EUDR and human rights
While the EUDR mainly focuses on deforestation, companies will also have to fulfil certain other criteria to fully conform to it. For example, they will have to ensure that their products are grown in accordance with human rights, local land rights, labour rights, and protection of indigenous people.
“In addition, the CSDDD establishes a duty on organisations to develop a plan to align their business strategy with the goal of limiting global warming to 1.5°C, in accordance with the Paris Agreement, whereas the EUDR does not specifically address climate transition planning.”
However, while the CSDDD only targets large companies with an employee-count over the threshold of 1000, the EUDR does not have this limitation and targets all companies.
Could antitrust laws impact the CSDDD?
Because the legislation requires a lot of cooperation between different companies at different points in the supply chain, there is a risk that it could be affected by antitrust legislation.
This, according to Woolgar, is not a concern for European companies, but could influence US companies operating in the EU, who if their turnover is over €450m will still be affected by the directive.
“Co-operation necessary for the purpose of CSDDD seems likely to be deemed co-operation required by law.

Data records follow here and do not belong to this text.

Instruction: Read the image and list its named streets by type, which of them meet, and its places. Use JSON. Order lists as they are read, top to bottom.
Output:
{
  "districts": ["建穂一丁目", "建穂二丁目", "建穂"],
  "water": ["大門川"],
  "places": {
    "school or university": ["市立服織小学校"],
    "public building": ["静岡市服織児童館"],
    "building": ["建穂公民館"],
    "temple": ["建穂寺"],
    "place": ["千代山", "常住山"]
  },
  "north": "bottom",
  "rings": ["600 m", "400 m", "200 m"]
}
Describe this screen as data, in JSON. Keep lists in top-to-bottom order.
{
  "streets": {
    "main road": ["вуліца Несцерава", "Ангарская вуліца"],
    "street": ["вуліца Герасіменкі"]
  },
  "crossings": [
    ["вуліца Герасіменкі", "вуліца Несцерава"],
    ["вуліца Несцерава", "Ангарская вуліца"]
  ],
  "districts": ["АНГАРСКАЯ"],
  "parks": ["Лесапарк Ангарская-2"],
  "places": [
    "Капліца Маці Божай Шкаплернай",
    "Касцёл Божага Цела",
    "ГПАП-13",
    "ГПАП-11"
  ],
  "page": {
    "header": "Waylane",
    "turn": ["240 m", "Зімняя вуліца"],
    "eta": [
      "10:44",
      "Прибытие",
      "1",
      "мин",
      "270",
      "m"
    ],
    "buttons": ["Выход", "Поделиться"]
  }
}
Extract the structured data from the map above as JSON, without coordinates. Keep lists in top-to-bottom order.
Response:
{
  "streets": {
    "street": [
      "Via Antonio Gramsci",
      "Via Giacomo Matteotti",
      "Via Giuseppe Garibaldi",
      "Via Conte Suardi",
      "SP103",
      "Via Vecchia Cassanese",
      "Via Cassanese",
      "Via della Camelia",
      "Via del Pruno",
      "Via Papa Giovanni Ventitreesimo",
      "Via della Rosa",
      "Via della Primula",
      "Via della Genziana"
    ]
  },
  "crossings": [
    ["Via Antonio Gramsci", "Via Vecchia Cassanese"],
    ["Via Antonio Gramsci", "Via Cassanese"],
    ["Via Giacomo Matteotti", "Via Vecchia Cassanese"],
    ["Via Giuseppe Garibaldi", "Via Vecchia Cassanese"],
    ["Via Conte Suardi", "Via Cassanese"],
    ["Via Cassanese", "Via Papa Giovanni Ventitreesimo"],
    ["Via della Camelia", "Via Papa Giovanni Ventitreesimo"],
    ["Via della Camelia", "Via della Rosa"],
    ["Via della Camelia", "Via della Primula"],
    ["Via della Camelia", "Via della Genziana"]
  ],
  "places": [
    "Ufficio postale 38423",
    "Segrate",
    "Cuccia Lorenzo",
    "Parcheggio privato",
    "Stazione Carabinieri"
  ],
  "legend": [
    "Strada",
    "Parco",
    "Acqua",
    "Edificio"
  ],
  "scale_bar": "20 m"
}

It is, however, worth noting that the threat of antitrust (competition law) litigation in the US caused the collapse of the Net-Zero Insurance Alliance (a UN-convened insurance alliance focused on net zero targets) last year, so US-headquartered companies with significant EU turnover (bringing them in scope of CSDDD) may naturally be more cautious in the way that they cooperate with third parties to fulfil their obligations under CSDDD,” he told us.